Canada’s 5-year government bond yield sprang to a two-month high today. Normally that’s a clue that fixed mortgage rates are on the up escalator. Not this time.
Instead, 5-year fixeds defied bonds (and logic) and actually dropped — at least the ones tracked by RateSpy.com. The nation’s leading 5-year fixed rates fell to 1.97% for insured mortgages and 2.09% for uninsured, both courtesy of Butler Mortgage.
Of course, the cheapest rates usually come with strings attached and these are no exceptions. You’ll pay another two-tenths of a percentage point ($1,900 on a typical $200,000 mortgage) if you want a “full-featured” loan with good portability, refinanceability and blendability.
That’s still less than a floating rate, though, which is utterly eerie. When you get a long-term fixed for the price of a variable, that’s as unnatural as a slice of Velveeta cheese.
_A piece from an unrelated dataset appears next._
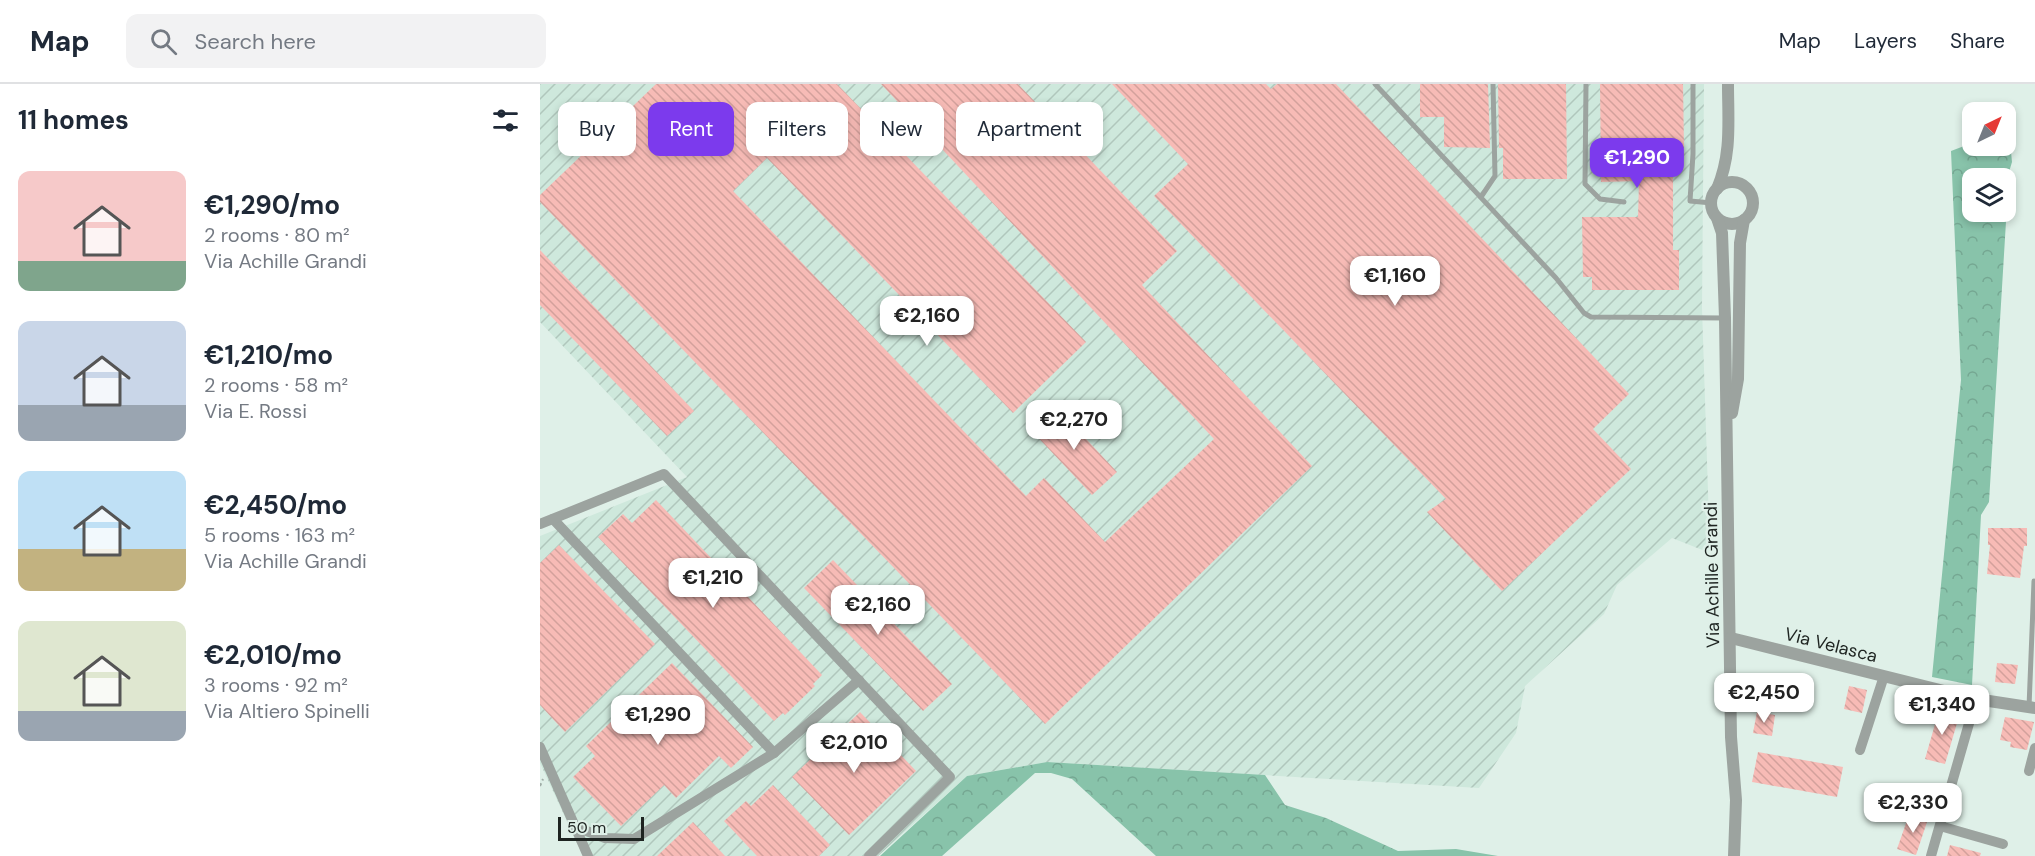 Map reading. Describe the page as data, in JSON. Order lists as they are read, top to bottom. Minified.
{"streets":{"street":["Via Achille Grandi","Via Velasca"]},"crossings":[["Via Achille Grandi","Via Velasca"]],"scale_bar":"50 m","north":"top right","page":{"header":"Map","search":"Search here","nav":["Map","Layers","Share"],"heading":"11 homes","chip":["Buy","Rent","Filters","New","Apartment"],"price":["€1,290","€1,160","€2,160","€2,270","€1,210","€2,160","€2,450","€1,340","€1,290","€2,010","€2,330"],"list":[{"name":"€1,290/mo","note":"2 rooms · 80 m² · Via Achille Grandi"},{"name":"€1,210/mo","note":"2 rooms · 58 m² · Via E. Rossi"},{"name":"€2,450/mo","note":"5 rooms · 163 m² · Via Achille Grandi"},{"name":"€2,010/mo","note":"3 rooms · 92 m² · Via Altiero Spinelli"}],"scale":"50 m"}}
The market is essentially absorbing your risk and signalling indefinitely low rates.
Why Are We the Only Ones?
Mortgage shoppers who’ve made the rounds to the popular rate websites might be wondering: Why don’t 5-year fixed rates like 1.97% appear on those other sites? Most rate aggregators still show 2.14% or higher.
Too many folks are oblivious to the sordid truth, which is sort of sad if we’re being honest. The untold scandal in this business (yep, scandal is a fitting word for it) is that most rate sites aren’t committed to the lowest rates. They’re committed to displaying rates from providers who pay them for promotion. How downright unsporting.
At the Spy, you see all lenders that publicly advertise prime mortgage rates. We don’t require lenders to pay us. Sure, that generates less advertising $$$, but you get more choices. And choice leads to savings. And you saving money fills our good karma bucket, and that keeps us from being reincarnated as house flies.
Wait! It’s Another Bottom
Forbes asks: “Is The Bottom In For Interest Rates?”
…to which we say, not another “Is the Bottom In for Interest Rates” story.
Funny enough, Forbes virtually answered its own question by posting this story on the same exact page: “The Fed Used Jackson Hole to Plan Negative Rates”
Negative is less than positive. And negative is plausible in our random walk, low growth, low inflation rate market. So deductively speaking, the bottom might not actually be in just yet.